START DATA SHOWN

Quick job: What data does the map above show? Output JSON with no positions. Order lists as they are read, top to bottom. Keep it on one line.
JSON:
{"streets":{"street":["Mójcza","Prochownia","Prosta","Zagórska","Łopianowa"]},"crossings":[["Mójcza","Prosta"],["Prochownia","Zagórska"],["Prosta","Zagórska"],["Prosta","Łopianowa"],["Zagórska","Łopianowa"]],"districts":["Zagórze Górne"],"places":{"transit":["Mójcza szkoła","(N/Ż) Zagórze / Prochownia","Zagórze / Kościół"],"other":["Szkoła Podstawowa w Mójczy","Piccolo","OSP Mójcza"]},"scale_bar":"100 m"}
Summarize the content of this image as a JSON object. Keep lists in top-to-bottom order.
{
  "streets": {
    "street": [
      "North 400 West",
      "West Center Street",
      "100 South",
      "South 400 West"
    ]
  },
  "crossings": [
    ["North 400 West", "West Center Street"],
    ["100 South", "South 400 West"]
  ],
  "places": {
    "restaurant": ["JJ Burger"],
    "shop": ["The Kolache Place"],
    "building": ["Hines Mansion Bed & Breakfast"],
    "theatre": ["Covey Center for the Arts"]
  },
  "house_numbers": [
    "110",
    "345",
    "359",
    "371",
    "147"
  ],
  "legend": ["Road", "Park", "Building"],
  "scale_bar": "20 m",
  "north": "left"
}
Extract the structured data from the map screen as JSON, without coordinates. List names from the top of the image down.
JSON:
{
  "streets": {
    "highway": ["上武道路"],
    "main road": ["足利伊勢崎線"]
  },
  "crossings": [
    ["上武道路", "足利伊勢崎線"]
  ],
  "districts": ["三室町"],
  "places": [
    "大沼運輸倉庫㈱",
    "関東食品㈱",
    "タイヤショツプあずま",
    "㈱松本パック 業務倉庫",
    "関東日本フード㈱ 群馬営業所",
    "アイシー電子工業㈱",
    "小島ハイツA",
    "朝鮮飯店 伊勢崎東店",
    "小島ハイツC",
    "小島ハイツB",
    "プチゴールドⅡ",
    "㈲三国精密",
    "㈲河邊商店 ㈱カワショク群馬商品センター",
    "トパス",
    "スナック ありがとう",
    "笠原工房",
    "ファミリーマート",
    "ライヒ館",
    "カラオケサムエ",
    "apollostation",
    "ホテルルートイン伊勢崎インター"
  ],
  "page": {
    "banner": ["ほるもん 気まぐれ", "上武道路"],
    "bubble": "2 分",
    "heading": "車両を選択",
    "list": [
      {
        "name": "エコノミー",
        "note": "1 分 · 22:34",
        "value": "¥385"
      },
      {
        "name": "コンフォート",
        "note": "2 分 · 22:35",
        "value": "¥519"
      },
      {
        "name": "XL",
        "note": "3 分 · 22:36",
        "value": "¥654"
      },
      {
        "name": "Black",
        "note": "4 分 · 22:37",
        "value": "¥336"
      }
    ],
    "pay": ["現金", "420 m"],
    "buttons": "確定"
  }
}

END DATA SHOWN

Each line of the listing should be copied exactly, with none left out.

Quick job: What data does the map above show? Output JSON with no positions. Order lists as they are read, top to bottom. Keep it on one line.
JSON:
{"streets":{"street":["Mójcza","Prochownia","Prosta","Zagórska","Łopianowa"]},"crossings":[["Mójcza","Prosta"],["Prochownia","Zagórska"],["Prosta","Zagórska"],["Prosta","Łopianowa"],["Zagórska","Łopianowa"]],"districts":["Zagórze Górne"],"places":{"transit":["Mójcza szkoła","(N/Ż) Zagórze / Prochownia","Zagórze / Kościół"],"other":["Szkoła Podstawowa w Mójczy","Piccolo","OSP Mójcza"]},"scale_bar":"100 m"}
Summarize the content of this image as a JSON object. Keep lists in top-to-bottom order.
{
  "streets": {
    "street": [
      "North 400 West",
      "West Center Street",
      "100 South",
      "South 400 West"
    ]
  },
  "crossings": [
    ["North 400 West", "West Center Street"],
    ["100 South", "South 400 West"]
  ],
  "places": {
    "restaurant": ["JJ Burger"],
    "shop": ["The Kolache Place"],
    "building": ["Hines Mansion Bed & Breakfast"],
    "theatre": ["Covey Center for the Arts"]
  },
  "house_numbers": [
    "110",
    "345",
    "359",
    "371",
    "147"
  ],
  "legend": ["Road", "Park", "Building"],
  "scale_bar": "20 m",
  "north": "left"
}
Extract the structured data from the map screen as JSON, without coordinates. List names from the top of the image down.
JSON:
{
  "streets": {
    "highway": ["上武道路"],
    "main road": ["足利伊勢崎線"]
  },
  "crossings": [
    ["上武道路", "足利伊勢崎線"]
  ],
  "districts": ["三室町"],
  "places": [
    "大沼運輸倉庫㈱",
    "関東食品㈱",
    "タイヤショツプあずま",
    "㈱松本パック 業務倉庫",
    "関東日本フード㈱ 群馬営業所",
    "アイシー電子工業㈱",
    "小島ハイツA",
    "朝鮮飯店 伊勢崎東店",
    "小島ハイツC",
    "小島ハイツB",
    "プチゴールドⅡ",
    "㈲三国精密",
    "㈲河邊商店 ㈱カワショク群馬商品センター",
    "トパス",
    "スナック ありがとう",
    "笠原工房",
    "ファミリーマート",
    "ライヒ館",
    "カラオケサムエ",
    "apollostation",
    "ホテルルートイン伊勢崎インター"
  ],
  "page": {
    "banner": ["ほるもん 気まぐれ", "上武道路"],
    "bubble": "2 分",
    "heading": "車両を選択",
    "list": [
      {
        "name": "エコノミー",
        "note": "1 分 · 22:34",
        "value": "¥385"
      },
      {
        "name": "コンフォート",
        "note": "2 分 · 22:35",
        "value": "¥519"
      },
      {
        "name": "XL",
        "note": "3 分 · 22:36",
        "value": "¥654"
      },
      {
        "name": "Black",
        "note": "4 分 · 22:37",
        "value": "¥336"
      }
    ],
    "pay": ["現金", "420 m"],
    "buttons": "確定"
  }
}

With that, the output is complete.